──────── Available records
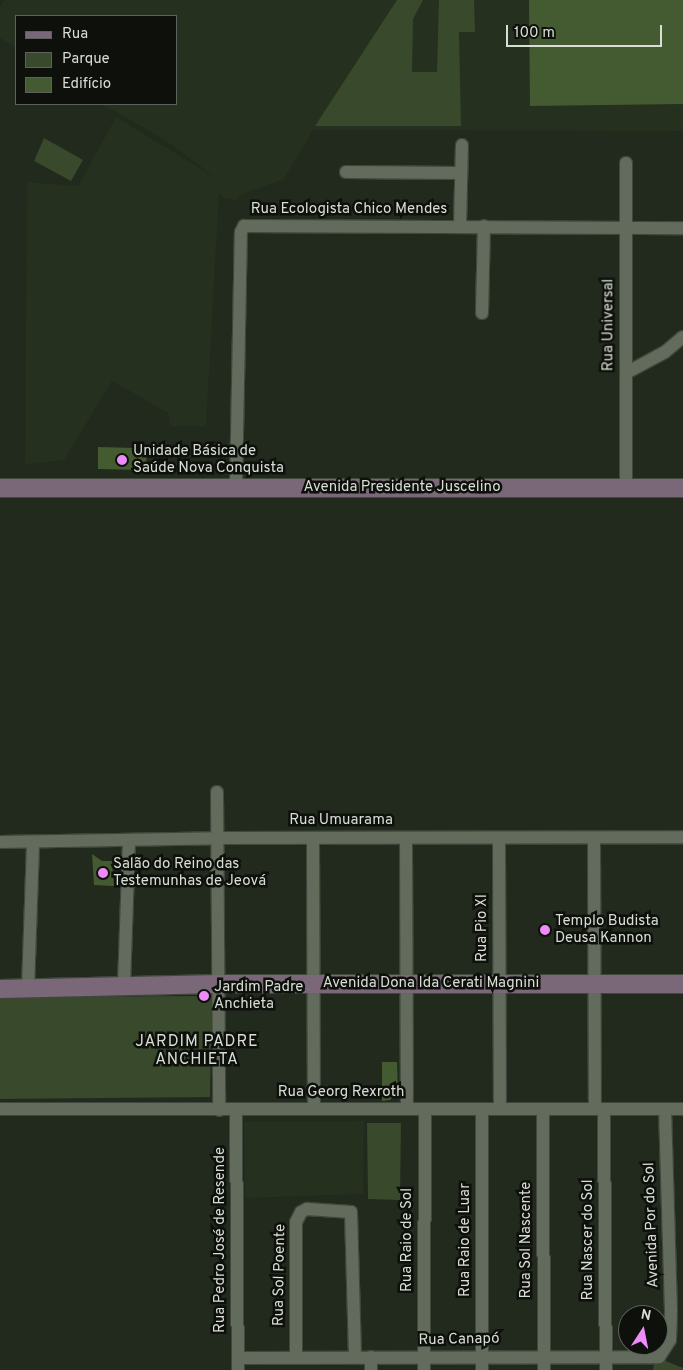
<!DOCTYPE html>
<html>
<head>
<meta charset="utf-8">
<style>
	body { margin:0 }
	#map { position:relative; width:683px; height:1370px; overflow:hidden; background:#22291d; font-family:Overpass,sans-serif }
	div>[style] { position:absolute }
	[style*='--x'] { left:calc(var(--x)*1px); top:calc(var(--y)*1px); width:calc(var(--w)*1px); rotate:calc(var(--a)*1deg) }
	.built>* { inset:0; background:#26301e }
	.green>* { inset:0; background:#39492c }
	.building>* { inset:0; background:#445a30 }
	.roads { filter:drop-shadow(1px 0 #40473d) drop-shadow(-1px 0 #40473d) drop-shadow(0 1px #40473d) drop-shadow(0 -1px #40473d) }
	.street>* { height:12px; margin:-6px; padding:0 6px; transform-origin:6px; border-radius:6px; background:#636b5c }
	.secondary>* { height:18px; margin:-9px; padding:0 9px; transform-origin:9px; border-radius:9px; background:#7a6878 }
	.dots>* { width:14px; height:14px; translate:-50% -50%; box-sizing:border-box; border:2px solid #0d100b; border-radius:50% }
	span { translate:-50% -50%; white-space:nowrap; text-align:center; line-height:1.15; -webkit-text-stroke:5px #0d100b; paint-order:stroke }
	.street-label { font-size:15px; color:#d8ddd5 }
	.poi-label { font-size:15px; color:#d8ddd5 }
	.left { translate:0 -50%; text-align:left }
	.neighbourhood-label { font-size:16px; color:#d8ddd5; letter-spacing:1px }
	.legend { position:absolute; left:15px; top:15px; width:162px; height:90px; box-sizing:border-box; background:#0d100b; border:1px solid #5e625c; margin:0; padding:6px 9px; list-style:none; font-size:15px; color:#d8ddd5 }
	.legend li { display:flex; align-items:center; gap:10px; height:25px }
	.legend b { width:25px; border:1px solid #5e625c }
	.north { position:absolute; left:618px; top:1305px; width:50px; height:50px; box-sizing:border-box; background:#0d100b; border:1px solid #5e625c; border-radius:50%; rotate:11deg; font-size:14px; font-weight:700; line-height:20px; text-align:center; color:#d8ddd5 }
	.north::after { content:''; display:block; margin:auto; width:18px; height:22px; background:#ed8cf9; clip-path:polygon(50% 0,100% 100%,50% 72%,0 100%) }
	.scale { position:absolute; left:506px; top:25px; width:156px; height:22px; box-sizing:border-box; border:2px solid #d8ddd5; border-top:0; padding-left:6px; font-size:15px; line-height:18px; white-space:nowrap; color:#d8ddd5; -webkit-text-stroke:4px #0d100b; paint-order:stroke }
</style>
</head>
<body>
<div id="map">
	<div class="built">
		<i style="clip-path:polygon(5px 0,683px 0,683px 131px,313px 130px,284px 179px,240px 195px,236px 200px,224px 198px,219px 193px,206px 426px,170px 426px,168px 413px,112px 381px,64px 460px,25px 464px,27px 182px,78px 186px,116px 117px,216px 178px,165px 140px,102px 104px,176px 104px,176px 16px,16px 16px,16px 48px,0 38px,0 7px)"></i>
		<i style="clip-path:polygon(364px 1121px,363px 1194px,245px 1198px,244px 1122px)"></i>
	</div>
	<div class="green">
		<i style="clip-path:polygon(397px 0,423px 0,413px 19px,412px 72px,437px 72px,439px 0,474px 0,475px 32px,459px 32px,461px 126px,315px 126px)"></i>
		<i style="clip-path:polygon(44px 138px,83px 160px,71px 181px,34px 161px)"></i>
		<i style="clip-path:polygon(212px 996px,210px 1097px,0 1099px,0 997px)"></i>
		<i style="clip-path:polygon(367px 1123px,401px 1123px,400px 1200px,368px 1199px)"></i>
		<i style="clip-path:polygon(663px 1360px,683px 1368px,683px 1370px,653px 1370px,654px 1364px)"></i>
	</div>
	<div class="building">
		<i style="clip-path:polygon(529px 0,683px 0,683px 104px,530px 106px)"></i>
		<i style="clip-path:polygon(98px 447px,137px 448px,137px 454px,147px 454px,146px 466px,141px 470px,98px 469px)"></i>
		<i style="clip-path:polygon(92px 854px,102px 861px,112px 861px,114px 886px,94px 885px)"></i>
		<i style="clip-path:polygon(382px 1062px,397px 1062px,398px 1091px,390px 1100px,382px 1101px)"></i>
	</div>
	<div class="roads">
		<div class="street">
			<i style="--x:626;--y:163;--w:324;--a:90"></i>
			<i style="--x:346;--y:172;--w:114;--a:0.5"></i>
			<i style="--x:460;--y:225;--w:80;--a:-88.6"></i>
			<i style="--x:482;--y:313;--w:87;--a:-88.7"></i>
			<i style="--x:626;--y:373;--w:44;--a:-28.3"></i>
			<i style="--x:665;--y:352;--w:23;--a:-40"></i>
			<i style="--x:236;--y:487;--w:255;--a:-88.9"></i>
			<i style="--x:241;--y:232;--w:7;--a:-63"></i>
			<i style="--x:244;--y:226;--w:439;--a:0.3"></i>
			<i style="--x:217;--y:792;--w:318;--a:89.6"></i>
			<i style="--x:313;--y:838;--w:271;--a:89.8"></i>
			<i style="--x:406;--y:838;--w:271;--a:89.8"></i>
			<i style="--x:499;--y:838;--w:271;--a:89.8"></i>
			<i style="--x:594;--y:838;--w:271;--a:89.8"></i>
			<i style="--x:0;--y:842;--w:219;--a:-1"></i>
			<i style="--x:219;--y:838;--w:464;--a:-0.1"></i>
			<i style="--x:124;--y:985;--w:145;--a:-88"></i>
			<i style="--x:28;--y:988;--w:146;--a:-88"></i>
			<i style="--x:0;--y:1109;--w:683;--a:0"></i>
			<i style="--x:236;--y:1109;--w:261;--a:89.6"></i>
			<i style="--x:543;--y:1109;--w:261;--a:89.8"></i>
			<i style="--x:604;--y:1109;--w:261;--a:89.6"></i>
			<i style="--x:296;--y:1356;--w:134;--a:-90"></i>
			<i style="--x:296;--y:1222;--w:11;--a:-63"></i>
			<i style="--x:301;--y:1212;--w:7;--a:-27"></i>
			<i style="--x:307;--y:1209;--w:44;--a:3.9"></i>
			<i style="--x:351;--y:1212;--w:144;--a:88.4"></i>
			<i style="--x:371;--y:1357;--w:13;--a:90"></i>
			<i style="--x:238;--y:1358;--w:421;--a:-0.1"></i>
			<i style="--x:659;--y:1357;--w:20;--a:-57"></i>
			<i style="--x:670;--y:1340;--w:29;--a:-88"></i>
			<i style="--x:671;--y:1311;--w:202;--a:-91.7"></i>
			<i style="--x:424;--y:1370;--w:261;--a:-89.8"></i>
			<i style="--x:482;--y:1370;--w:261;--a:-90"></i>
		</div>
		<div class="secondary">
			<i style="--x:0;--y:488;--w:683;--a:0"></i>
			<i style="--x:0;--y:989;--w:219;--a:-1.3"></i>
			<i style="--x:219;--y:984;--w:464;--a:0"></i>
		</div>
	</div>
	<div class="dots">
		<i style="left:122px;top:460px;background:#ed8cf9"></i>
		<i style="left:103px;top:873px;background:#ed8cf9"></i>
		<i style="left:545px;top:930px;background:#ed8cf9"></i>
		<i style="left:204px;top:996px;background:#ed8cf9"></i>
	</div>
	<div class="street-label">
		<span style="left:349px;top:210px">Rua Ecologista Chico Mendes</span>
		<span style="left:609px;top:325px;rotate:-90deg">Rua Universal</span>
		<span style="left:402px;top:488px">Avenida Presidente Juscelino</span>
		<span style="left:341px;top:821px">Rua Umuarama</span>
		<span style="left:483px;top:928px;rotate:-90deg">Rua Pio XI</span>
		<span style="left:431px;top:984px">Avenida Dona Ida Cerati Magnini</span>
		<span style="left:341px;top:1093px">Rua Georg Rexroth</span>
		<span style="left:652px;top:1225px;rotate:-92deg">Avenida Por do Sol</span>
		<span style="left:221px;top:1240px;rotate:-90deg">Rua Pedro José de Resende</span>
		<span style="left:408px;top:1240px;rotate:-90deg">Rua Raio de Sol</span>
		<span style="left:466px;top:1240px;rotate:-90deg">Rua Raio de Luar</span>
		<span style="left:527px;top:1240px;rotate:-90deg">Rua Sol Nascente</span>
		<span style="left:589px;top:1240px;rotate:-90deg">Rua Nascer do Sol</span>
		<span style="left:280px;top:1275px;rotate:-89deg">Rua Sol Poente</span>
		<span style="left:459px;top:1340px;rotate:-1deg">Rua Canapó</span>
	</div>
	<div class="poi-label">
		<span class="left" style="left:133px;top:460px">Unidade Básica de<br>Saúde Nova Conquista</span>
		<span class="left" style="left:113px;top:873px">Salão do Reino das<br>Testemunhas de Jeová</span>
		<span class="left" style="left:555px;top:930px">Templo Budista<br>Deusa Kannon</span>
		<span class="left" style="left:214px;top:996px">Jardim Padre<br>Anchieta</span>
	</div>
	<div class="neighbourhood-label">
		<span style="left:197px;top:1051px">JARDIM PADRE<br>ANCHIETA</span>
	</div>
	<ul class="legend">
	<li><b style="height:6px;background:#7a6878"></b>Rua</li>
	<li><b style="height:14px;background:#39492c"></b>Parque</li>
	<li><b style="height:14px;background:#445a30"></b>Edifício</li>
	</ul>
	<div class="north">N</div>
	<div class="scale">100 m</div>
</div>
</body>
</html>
────────────────
> **Exercise directions**
Write out again, exactly, only the lines from the beginning of the material above to the line that holds "position:absolute; left:618px; top:1305px;", both ends included, and no pictures.

> **Result below**
<!DOCTYPE html>
<html>
<head>
<meta charset="utf-8">
<style>
	body { margin:0 }
	#map { position:relative; width:683px; height:1370px; overflow:hidden; background:#22291d; font-family:Overpass,sans-serif }
	div>[style] { position:absolute }
	[style*='--x'] { left:calc(var(--x)*1px); top:calc(var(--y)*1px); width:calc(var(--w)*1px); rotate:calc(var(--a)*1deg) }
	.built>* { inset:0; background:#26301e }
	.green>* { inset:0; background:#39492c }
	.building>* { inset:0; background:#445a30 }
	.roads { filter:drop-shadow(1px 0 #40473d) drop-shadow(-1px 0 #40473d) drop-shadow(0 1px #40473d) drop-shadow(0 -1px #40473d) }
	.street>* { height:12px; margin:-6px; padding:0 6px; transform-origin:6px; border-radius:6px; background:#636b5c }
	.secondary>* { height:18px; margin:-9px; padding:0 9px; transform-origin:9px; border-radius:9px; background:#7a6878 }
	.dots>* { width:14px; height:14px; translate:-50% -50%; box-sizing:border-box; border:2px solid #0d100b; border-radius:50% }
	span { translate:-50% -50%; white-space:nowrap; text-align:center; line-height:1.15; -webkit-text-stroke:5px #0d100b; paint-order:stroke }
	.street-label { font-size:15px; color:#d8ddd5 }
	.poi-label { font-size:15px; color:#d8ddd5 }
	.left { translate:0 -50%; text-align:left }
	.neighbourhood-label { font-size:16px; color:#d8ddd5; letter-spacing:1px }
	.legend { position:absolute; left:15px; top:15px; width:162px; height:90px; box-sizing:border-box; background:#0d100b; border:1px solid #5e625c; margin:0; padding:6px 9px; list-style:none; font-size:15px; color:#d8ddd5 }
	.legend li { display:flex; align-items:center; gap:10px; height:25px }
	.legend b { width:25px; border:1px solid #5e625c }
	.north { position:absolute; left:618px; top:1305px; width:50px; height:50px; box-sizing:border-box; background:#0d100b; border:1px solid #5e625c; border-radius:50%; rotate:11deg; font-size:14px; font-weight:700; line-height:20px; text-align:center; color:#d8ddd5 }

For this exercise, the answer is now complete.